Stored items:
- - -

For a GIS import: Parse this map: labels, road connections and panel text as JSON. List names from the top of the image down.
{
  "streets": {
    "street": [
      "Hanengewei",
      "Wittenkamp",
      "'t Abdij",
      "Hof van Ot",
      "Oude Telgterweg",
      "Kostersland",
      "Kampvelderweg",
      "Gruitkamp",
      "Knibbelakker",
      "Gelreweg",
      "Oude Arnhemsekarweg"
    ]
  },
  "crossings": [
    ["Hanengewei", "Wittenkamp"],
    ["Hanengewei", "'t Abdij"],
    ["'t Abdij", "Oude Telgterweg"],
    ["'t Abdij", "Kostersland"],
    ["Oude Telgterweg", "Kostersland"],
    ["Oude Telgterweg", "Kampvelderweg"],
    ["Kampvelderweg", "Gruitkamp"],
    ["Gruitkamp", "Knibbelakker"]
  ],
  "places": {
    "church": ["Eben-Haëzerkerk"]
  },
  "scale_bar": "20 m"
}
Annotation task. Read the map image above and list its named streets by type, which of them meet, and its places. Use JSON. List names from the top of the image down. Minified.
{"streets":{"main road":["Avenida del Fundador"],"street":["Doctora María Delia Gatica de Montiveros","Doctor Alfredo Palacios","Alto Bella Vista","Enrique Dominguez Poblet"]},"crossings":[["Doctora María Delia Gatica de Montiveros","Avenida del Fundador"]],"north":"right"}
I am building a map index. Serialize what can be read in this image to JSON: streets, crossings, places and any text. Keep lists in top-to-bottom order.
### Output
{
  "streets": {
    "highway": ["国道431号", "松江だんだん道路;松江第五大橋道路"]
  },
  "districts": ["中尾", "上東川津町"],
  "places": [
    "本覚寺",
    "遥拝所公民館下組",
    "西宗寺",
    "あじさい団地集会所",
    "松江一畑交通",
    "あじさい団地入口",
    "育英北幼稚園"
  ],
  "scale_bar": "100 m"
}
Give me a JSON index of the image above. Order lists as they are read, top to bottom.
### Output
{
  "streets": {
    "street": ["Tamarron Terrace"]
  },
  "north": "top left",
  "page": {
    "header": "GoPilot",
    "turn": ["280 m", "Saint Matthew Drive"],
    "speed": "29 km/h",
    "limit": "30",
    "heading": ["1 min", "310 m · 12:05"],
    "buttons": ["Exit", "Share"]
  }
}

- - -

Reproduce each line, exactly as it appears, from the one that contains "Give me a JSON" through the last line of the records. Add no other lines.

Give me a JSON index of the image above. Order lists as they are read, top to bottom.
### Output
{
  "streets": {
    "street": ["Tamarron Terrace"]
  },
  "north": "top left",
  "page": {
    "header": "GoPilot",
    "turn": ["280 m", "Saint Matthew Drive"],
    "speed": "29 km/h",
    "limit": "30",
    "heading": ["1 min", "310 m · 12:05"],
    "buttons": ["Exit", "Share"]
  }
}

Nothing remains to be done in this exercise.